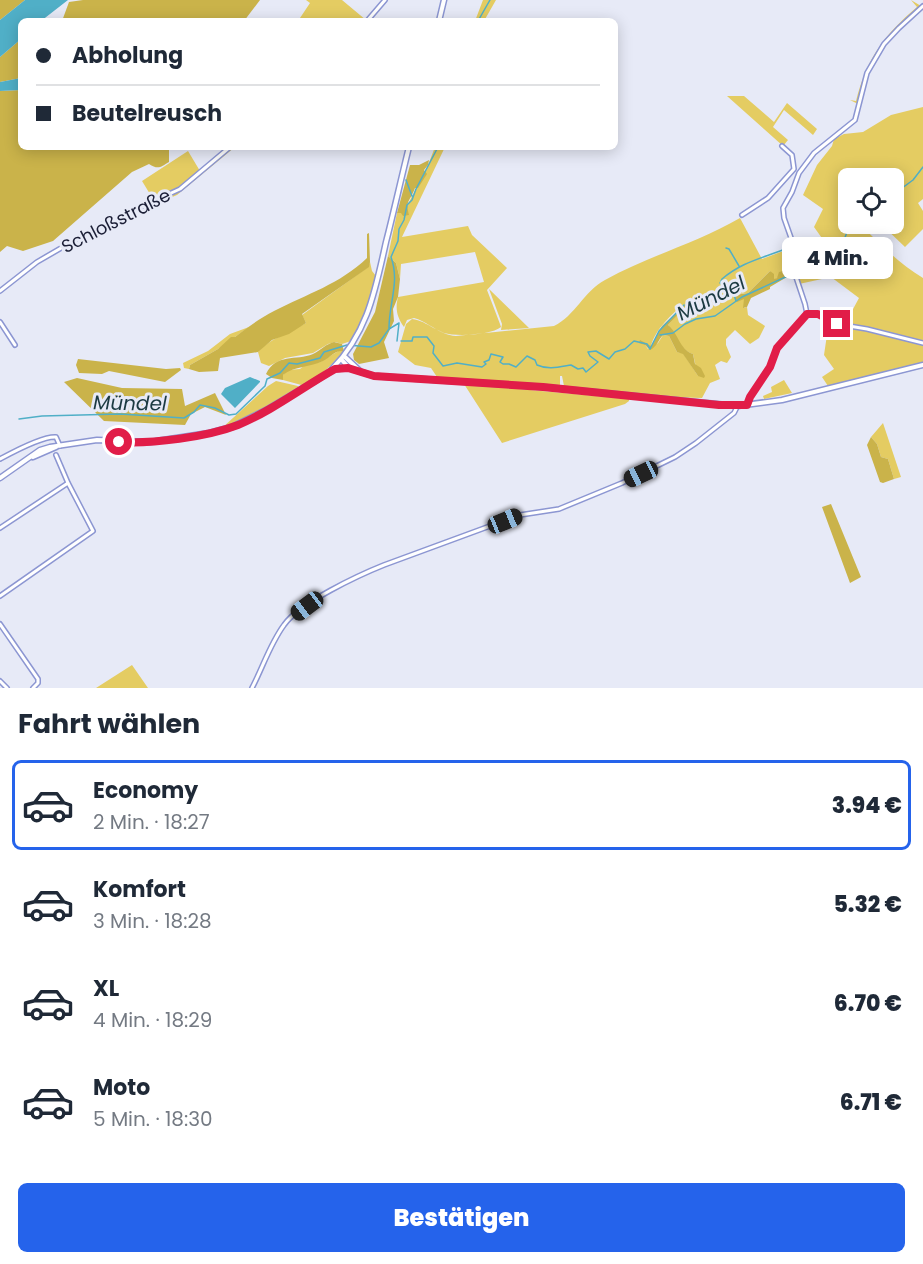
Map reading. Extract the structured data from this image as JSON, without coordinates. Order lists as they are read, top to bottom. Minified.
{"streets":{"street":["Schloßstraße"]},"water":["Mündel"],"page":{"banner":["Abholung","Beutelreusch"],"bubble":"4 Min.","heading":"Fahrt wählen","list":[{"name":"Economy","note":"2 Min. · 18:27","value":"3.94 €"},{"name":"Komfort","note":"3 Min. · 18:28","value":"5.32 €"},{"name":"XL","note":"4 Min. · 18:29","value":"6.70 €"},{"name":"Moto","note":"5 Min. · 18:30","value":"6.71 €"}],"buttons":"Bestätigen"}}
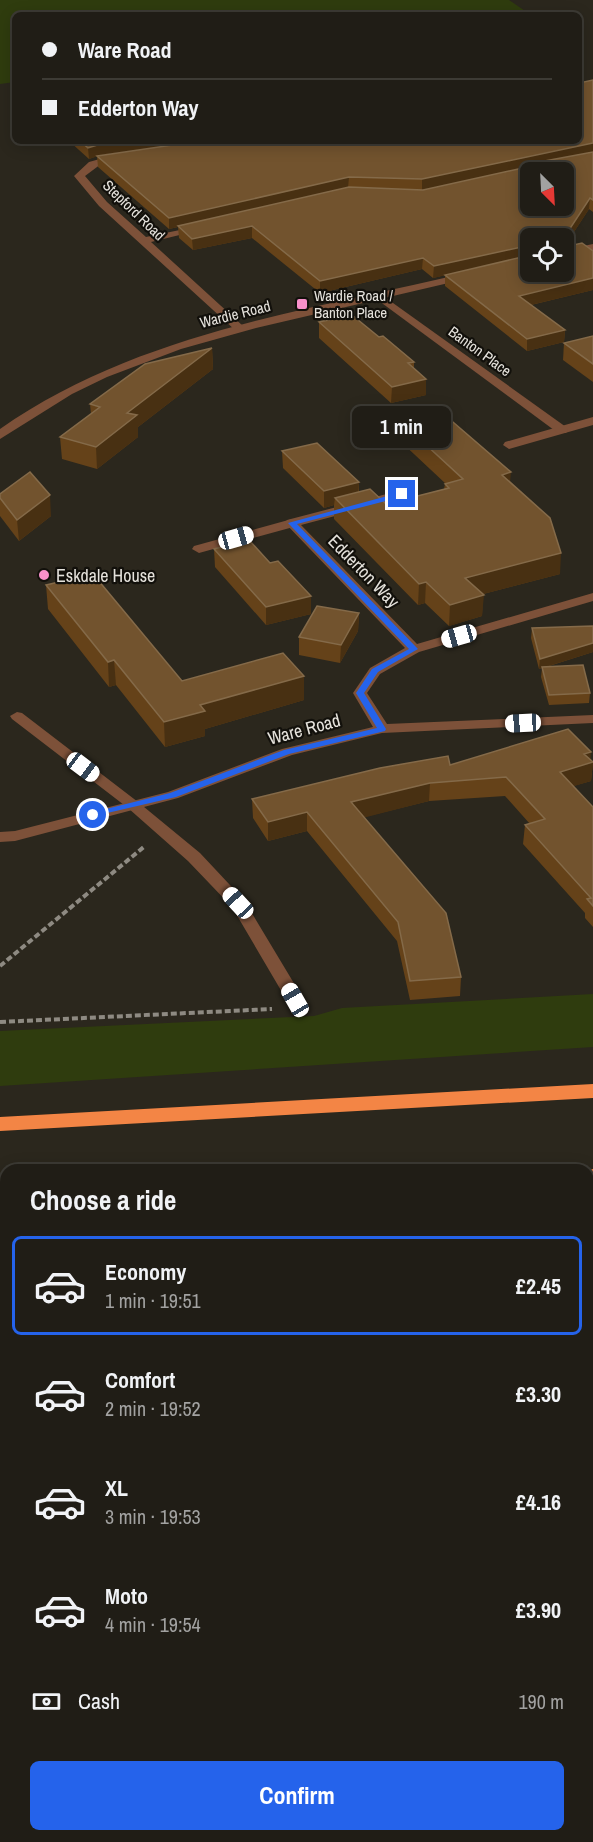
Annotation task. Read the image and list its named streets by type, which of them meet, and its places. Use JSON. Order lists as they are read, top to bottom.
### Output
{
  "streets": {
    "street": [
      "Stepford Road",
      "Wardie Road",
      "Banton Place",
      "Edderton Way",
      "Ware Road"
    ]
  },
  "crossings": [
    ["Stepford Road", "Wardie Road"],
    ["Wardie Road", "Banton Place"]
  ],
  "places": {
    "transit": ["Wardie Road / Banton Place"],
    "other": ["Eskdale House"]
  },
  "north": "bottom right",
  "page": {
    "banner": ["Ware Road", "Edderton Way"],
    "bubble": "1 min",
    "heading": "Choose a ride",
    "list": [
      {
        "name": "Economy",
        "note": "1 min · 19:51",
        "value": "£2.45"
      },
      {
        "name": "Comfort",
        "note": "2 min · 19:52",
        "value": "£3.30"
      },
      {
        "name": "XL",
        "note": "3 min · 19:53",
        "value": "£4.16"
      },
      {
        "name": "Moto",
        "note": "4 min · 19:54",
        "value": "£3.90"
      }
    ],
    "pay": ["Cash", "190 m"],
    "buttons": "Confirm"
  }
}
------------------------------
Make a word-for-word copy of the records above, excluding all pictures.

### WRITTEN RESPONSE
Map reading. Extract the structured data from this image as JSON, without coordinates. Order lists as they are read, top to bottom. Minified.
{"streets":{"street":["Schloßstraße"]},"water":["Mündel"],"page":{"banner":["Abholung","Beutelreusch"],"bubble":"4 Min.","heading":"Fahrt wählen","list":[{"name":"Economy","note":"2 Min. · 18:27","value":"3.94 €"},{"name":"Komfort","note":"3 Min. · 18:28","value":"5.32 €"},{"name":"XL","note":"4 Min. · 18:29","value":"6.70 €"},{"name":"Moto","note":"5 Min. · 18:30","value":"6.71 €"}],"buttons":"Bestätigen"}}
Annotation task. Read the image and list its named streets by type, which of them meet, and its places. Use JSON. Order lists as they are read, top to bottom.
### Output
{
  "streets": {
    "street": [
      "Stepford Road",
      "Wardie Road",
      "Banton Place",
      "Edderton Way",
      "Ware Road"
    ]
  },
  "crossings": [
    ["Stepford Road", "Wardie Road"],
    ["Wardie Road", "Banton Place"]
  ],
  "places": {
    "transit": ["Wardie Road / Banton Place"],
    "other": ["Eskdale House"]
  },
  "north": "bottom right",
  "page": {
    "banner": ["Ware Road", "Edderton Way"],
    "bubble": "1 min",
    "heading": "Choose a ride",
    "list": [
      {
        "name": "Economy",
        "note": "1 min · 19:51",
        "value": "£2.45"
      },
      {
        "name": "Comfort",
        "note": "2 min · 19:52",
        "value": "£3.30"
      },
      {
        "name": "XL",
        "note": "3 min · 19:53",
        "value": "£4.16"
      },
      {
        "name": "Moto",
        "note": "4 min · 19:54",
        "value": "£3.90"
      }
    ],
    "pay": ["Cash", "190 m"],
    "buttons": "Confirm"
  }
}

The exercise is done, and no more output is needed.